__Task directions__
Report only the number of lines in the following entries where the word "linear" occurs.

__Provided material__
◇ ◇ ◇ ◇ ◇
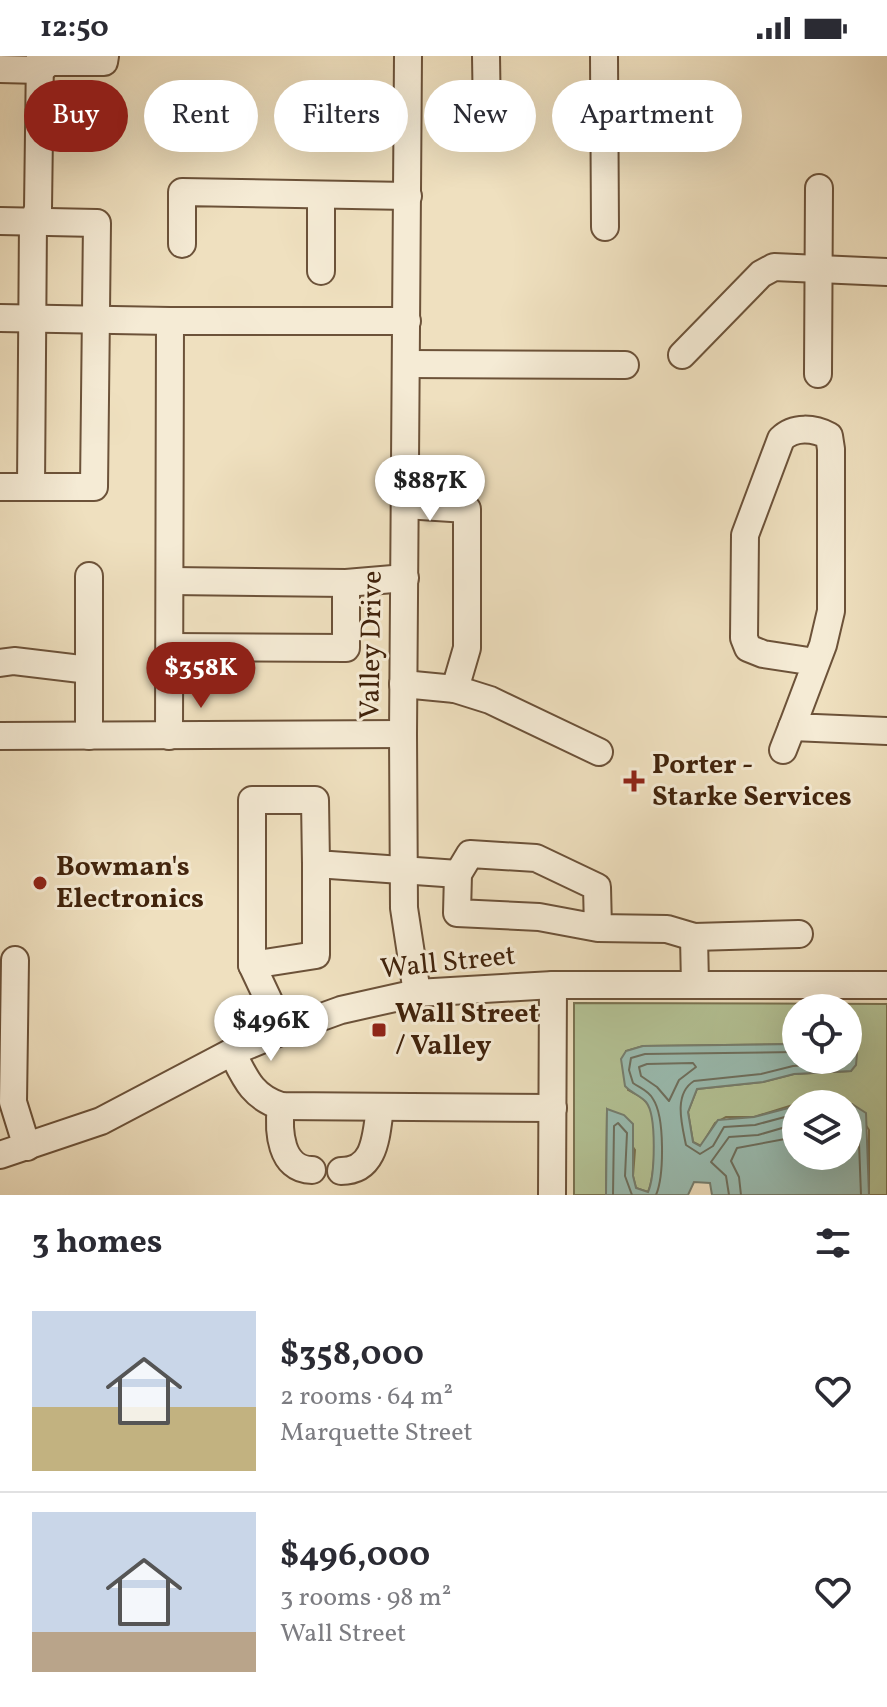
<!DOCTYPE html>
<html lang="en">
<head>
<meta charset="utf-8">
<style>
  :root { --surface:#fff; --page:#f2f2f3; --text:#2b2b33; --muted:#7c7c81; --line:#e1e1e2; --accent:#8f2418 }
  body { margin:0; font-family:Vollkorn,serif; background:var(--page); color:var(--text); height:100vh; display:flex; flex-direction:column; font-size:30px; white-space:nowrap }
  * { box-sizing:border-box; margin:0 }
  p { font-size:26px; color:var(--muted) }
  .icon { flex:none; width:44px; height:44px; fill:none; stroke:currentColor; stroke-width:2; stroke-linecap:round; stroke-linejoin:round }
  .map { position:relative; height:1139px; overflow:hidden }
  .drawer { display:flex; flex-direction:column; background:var(--surface); flex:1 }
  .drawer>* { flex:none }
  .guide { position:absolute; left:24px; top:24px; width:840px; height:72px; display:flex; gap:16px }
  .buttons { position:absolute; left:782px; top:938px; display:grid; gap:16px }
  .buttons a { display:grid; place-items:center; width:80px; height:80px; border-radius:50%; background:var(--surface); box-shadow:0 8px 32px #0002; font-size:40px }
  .price { position:absolute; translate:-50% -68px; padding:0 18px; border-radius:28px; background:#fff; color:#222; font-size:26px; line-height:52px; filter:drop-shadow(0 2px 4px #0008) }
  .price::after { content:''; position:absolute; left:50%; top:48px; width:24px; height:18px; margin-left:-12px; background:inherit; clip-path:polygon(0 0,100% 0,50% 100%) }
  .price.on { background:var(--accent); color:#fff }
  ul { padding:0; list-style:none }
  li { display:flex; align-items:center; gap:24px; height:200px; padding:0 32px }
  li+li { border-top:2px solid var(--line) }
  li span { display:grid; place-items:center; flex:none; width:224px; height:160px; border-radius:0px; color:#555 }
  li>.icon { margin-inline-start:auto }
  span .icon { width:96px; height:96px; fill:#fffc; stroke-width:1 }
  li b { font-size:34px }
  h2 { display:flex; justify-content:space-between; align-items:center; height:96px; padding:0 32px; font-size:34px }
  .tag { padding:0 28px; border-radius:36px; background:var(--surface); box-shadow:0 8px 32px #0002; font-size:28px; line-height:72px }
  .tag.on { background:var(--accent); color:#fff }
  .status { display:flex; justify-content:space-between; align-items:center; height:56px; padding:0 40px; background:var(--surface); direction:ltr }
  .status svg { height:22px; fill:currentColor }
  .map>svg:first-child { display:block }
  .green { fill:#b4c396; stroke:#7a7351; stroke-width:2 }
  .water { fill:#9abdb2; stroke:#767f70; stroke-width:2 }
  .lines { fill:none; stroke-linecap:round; stroke-linejoin:round }
  .shore { stroke:#6e705f; stroke-width:2 }
  .minor-casing { stroke:#6c5239; stroke-width:30 }
  .minor { stroke:#f5ebd5; stroke-width:26 }
  .poi-dot { fill:#8f2418; stroke:#f5ebd5; stroke-width:3 }
  .labels { text-anchor:middle; dominant-baseline:central; stroke-width:6; stroke-linejoin:round; paint-order:stroke }
  .street-label { font-size:28px; fill:#41230c; stroke:#f5ebd5 }
  .poi-label { font-size:28px; font-weight:bold; fill:#41230c; stroke:#f5ebd5; text-anchor:start }
</style>
</head>
<body>
<div class="status"><b>12:50</b><svg viewBox="0 0 49 12"><path d="M0 12V9h3v3zM5 12V6h3v6zM10 12V3h3v9zM15 12V0h3v12zM26 1h20v11H26zM47 4h2v5h-2z"/></svg></div>
<div class="map">
<svg width="887" height="1139" viewBox="0 0 887 1139">
  <rect width="100%" height="100%" fill="#efe0bf"/>
  <filter id="stains"><feTurbulence type="fractalNoise" baseFrequency=".0025" numOctaves="4"/><feColorMatrix values="0 0 0 0 .2 0 0 0 0 .09 0 0 0 0 .02 0 0 0 .5 -.17"/></filter>
  <radialGradient id="worn" r=".72"><stop offset=".6" stop-color="#630" stop-opacity="0"/><stop offset="1" stop-color="#630" stop-opacity=".3"/></radialGradient>
  <path class="green" d="M574 947 887 948V1139H869V1074L852 1048H796L754 1061H726L715 1067 701 1090 693 1086 688 1056 697 1033 763 1026 794 1018 851 1015 858 988H848V952H796V988L643 990 626 995 628 1034C637 1039 647 1043 651 1054 657 1071 655 1120 648 1136L636 1132 633 1120 635 1094 607 1054 606 1139H574Z"/>
  <path class="water" d="M858 987 856 1009 851 1015 794 1018 763 1026 697 1033 688 1056 693 1086 700 1090 718 1064 754 1061 796 1050V1100H848V1048H815H852L866 1057 869 1139H712L710 1127 694 1126 688 1139H606L607 1053 624 1059 633 1068V1120L636 1132 648 1136C655 1120 657 1059 646 1046 640 1039 631 1037 625 1030L621 1003 626 995 643 990 796 988V1004H848V988Z"/>
  <g class="lines">
    <g class="shore">
      <polygon points="647,1008 693,1007 696,1011 679,1024 669,1045 657,1031 641,1020 639,1011"/>
      <polyline points="848,1056 858,1061 861,1139"/>
      <path d="M796 1058 755 1069 724 1071 713 1090 700 1098 686 1089C682 1069 673 1038 694 1025L761 1018 793 1010 847 1007 848 996"/>
      <polyline points="613,1139 614,1070 618,1067 627,1077 625,1120 632,1139"/>
      <path d="M656 1139C664 1120 665 1061 653 1043 649 1035 640 1032 633 1027L629 1014 631 1002 645 998 796 996"/>
      <polyline points="729,1139 726,1120 711,1106 729,1081 758,1079 796,1068"/>
      <polyline points="741,1139 739,1121 731,1105 737,1092 796,1081"/>
    </g>
    <defs>
      <g id="minor">
        <polyline points="408,0 403,678 404,852 417,937"/>
        <polyline points="486,0 487,63"/>
        <polyline points="604,0 605,171"/>
        <polyline points="0,13 40,14 50,6 104,6 105,0"/>
        <polyline points="321,139 321,215"/>
        <polyline points="0,165 97,167 94,431 0,431"/>
        <polyline points="182,188 182,136 408,140"/>
        <polyline points="0,262 170,265"/>
        <polyline points="682,299 761,218 774,211 887,216"/>
        <polyline points="407,308 625,309"/>
        <polyline points="818,318 819,132"/>
        <polyline points="31,431 33,166 38,153 40,0"/>
        <polyline points="89,520 89,680"/>
        <polyline points="171,525 346,527 405,522"/>
        <polyline points="170,591 346,592 346,527"/>
        <path d="M815 606 763 598 748 592 744 582 745 479 781 383C794 370 814 372 829 380L831 393V555L823 589 792 671 887 675"/>
        <polyline points="0,607 14,605 89,614"/>
        <polyline points="403,628 455,633 467,592 467,453 405,449"/>
        <polyline points="455,633 490,644 599,696"/>
        <polyline points="0,680 403,678"/>
        <polyline points="169,680 170,265 407,265"/>
        <polyline points="783,694 792,671"/>
        <polyline points="598,872 539,861 457,857 458,818 470,798 536,802 597,831 598,872 667,873 694,881 799,878"/>
        <polyline points="694,881 695,929"/>
        <polyline points="15,904 13,1046 27,1091"/>
        <polyline points="252,909 316,899 316,808"/>
        <polyline points="283,975 252,909 252,744 315,744 316,808 458,818"/>
        <path d="M232 996C245 1022 252 1041 281 1050L553 1052"/>
        <path d="M281 1050C278 1074 280 1114 312 1114"/>
        <polyline points="0,1099 101,1065 232,996 283,975 341,954 417,937 553,929 887,929"/>
        <path d="M341 1115C376 1115 376 1079 380 1052"/>
        <polyline points="552,1139 553,929"/>
      </g>
    </defs>
    <use href="#minor" class="minor-casing"/>
    <use href="#minor" class="minor"/>
  </g>
  <g class="poi-dot">
    <path d="M630 713h8v8h8v8h-8v8h-8v-8h-8v-8h8z"/>
    <circle cx="40" cy="827" r="8"/>
    <rect x="371" y="966" width="16" height="16" rx="4"/>
  </g>
  <g class="labels">
    <g class="street-label">
      <text transform="translate(372 589) rotate(-89)">Valley Drive</text>
      <text transform="translate(448 907) rotate(-6)">Wall Street</text>
    </g>
    <g class="poi-label">
      <text x="652" y="709">Porter -<tspan x="652" dy="32">Starke Services</tspan></text>
      <text x="56" y="811">Bowman's<tspan x="56" dy="32">Electronics</tspan></text>
      <text x="395" y="958">Wall Street<tspan x="395" dy="32">/ Valley</tspan></text>
    </g>
  </g>
  <rect width="100%" height="100%" filter="url(#stains)"/>
  <rect width="100%" height="100%" fill="url(#worn)"/>
</svg>
<div class="buttons">
<a><svg class="icon" aria-label="locate" viewBox="0 0 24 24"><circle cx="12" cy="12" r="6"/><path d="M12 2v4M12 18v4M2 12h4M18 12h4"/></svg></a>
<a><svg class="icon" aria-label="layers" viewBox="0 0 24 24"><path d="M12 4l9 5-9 5-9-5zM3 14l9 5 9-5"/></svg></a>
</div>
<b class="price" style="left:430px;top:467px">$887K</b>
<b class="price on" style="left:201px;top:654px">$358K</b>
<b class="price" style="left:271px;top:1007px">$496K</b>
<div class="guide">
<a class="tag on">Buy</a>
<a class="tag">Rent</a>
<a class="tag">Filters</a>
<a class="tag">New</a>
<a class="tag">Apartment</a>
</div>
</div>
<section class="drawer">
<h2>3 homes<svg class="icon" aria-label="filters" viewBox="0 0 24 24"><path d="M4 7h16M4 17h16"/><circle cx="9" cy="7" r="2"/><circle cx="15" cy="17" r="2"/></svg></h2>
<ul>
<li><span style="background:linear-gradient(#c9d6e8 60%,#c2b280 0)"><svg class="icon" aria-label="home" viewBox="0 0 24 24"><path d="M3 11l9-7 9 7M6 9v11h12V9"/></svg></span><div><b>$358,000</b><p>2 rooms · 64 m²</p><p>Marquette Street</p></div><svg class="icon" aria-label="heart" viewBox="0 0 24 24"><path d="M12 20l-8-8c-3-5 5-10 8-4 3-6 11-1 8 4z"/></svg></li>
<li><span style="background:linear-gradient(#c9d6e8 75%,#b9a48a 0)"><svg class="icon" aria-label="home" viewBox="0 0 24 24"><path d="M3 11l9-7 9 7M6 9v11h12V9"/></svg></span><div><b>$496,000</b><p>3 rooms · 98 m²</p><p>Wall Street</p></div><svg class="icon" aria-label="heart" viewBox="0 0 24 24"><path d="M12 20l-8-8c-3-5 5-10 8-4 3-6 11-1 8 4z"/></svg></li>
</ul>
</section>
</body>
</html>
◇ ◇ ◇ ◇ ◇
__Exercise result__
2